Proteomics researchers may be missing complete proteome coverage if they use only trypsin as the protease of choice for shotgun analysis. Giansanti et al. (2016) published a practical reference paper that details optimized protocols for using alternative proteases, with additional notes on best practices for each.1
Shotgun proteomics, also known as bottom-up proteomics analysis, relies on mass spectrometric characterization of the peptide soup generated from proteolytic digestion of biological samples. Researchers take advantage of the well-characterized proteolytic activity of trypsin to identify peptide fragments from spectral data, which in turn enables coverage of the whole proteome.
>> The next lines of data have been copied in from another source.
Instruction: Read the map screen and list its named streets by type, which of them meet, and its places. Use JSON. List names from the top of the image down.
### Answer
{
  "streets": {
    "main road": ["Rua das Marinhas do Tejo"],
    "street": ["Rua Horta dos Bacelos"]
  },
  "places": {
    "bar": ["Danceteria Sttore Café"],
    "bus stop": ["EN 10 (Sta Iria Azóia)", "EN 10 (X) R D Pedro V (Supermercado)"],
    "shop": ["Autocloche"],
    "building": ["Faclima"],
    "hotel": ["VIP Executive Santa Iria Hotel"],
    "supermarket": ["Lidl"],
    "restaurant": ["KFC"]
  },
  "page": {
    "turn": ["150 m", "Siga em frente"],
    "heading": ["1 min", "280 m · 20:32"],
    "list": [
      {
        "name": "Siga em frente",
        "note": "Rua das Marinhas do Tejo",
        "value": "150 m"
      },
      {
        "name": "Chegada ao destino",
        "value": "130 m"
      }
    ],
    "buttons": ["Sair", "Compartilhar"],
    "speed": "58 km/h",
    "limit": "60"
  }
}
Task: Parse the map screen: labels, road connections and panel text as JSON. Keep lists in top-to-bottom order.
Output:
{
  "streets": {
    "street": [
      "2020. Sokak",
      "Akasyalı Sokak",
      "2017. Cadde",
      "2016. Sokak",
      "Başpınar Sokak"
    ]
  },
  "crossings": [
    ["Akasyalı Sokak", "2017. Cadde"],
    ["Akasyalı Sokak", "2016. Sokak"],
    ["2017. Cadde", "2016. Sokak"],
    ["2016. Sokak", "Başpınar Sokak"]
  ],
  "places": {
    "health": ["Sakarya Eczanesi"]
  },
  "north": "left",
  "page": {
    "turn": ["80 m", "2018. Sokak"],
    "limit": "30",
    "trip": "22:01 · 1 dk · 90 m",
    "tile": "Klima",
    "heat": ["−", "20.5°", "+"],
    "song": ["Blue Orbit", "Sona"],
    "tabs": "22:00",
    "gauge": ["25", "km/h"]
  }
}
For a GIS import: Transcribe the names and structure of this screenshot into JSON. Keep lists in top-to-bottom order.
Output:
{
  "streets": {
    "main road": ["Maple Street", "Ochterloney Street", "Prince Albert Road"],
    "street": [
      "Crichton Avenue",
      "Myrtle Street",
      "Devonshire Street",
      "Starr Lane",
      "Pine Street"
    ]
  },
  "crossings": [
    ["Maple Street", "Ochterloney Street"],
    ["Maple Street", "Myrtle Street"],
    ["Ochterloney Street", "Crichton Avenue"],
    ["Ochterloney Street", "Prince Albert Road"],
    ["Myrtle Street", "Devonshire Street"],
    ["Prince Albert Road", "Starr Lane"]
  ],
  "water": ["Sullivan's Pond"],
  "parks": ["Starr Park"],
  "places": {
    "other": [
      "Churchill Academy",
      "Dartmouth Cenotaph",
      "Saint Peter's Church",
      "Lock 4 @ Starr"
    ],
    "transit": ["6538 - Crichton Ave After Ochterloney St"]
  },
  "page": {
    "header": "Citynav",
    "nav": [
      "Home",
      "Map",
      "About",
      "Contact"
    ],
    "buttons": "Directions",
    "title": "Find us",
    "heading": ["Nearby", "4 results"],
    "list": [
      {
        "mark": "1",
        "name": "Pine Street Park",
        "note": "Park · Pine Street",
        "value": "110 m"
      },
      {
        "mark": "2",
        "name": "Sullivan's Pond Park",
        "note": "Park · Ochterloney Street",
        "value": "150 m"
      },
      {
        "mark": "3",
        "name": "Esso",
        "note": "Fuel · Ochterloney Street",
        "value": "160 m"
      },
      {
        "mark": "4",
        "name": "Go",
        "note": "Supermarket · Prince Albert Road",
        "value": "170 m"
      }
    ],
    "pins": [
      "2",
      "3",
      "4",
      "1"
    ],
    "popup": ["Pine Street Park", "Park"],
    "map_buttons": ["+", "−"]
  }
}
However, by relying on only the most common protease enzyme, Giansanti et al. suggest that researchers may miss important cleavage sites and post-translational modifications that trypsin either avoids or disrupts.
As a solution, and to enhance shotgun proteomics experiments, the coauthors present a convenient protocol optimized for six alternative protease enzymes. Each of these substitute enzymes is active on alternative cleavage sites within proteins to generate a different set of peptide fragments. Proteome coverage is thus more complete with running parallel digestions using multiple proteases, since researchers have more than one range of peptide fragments to explore.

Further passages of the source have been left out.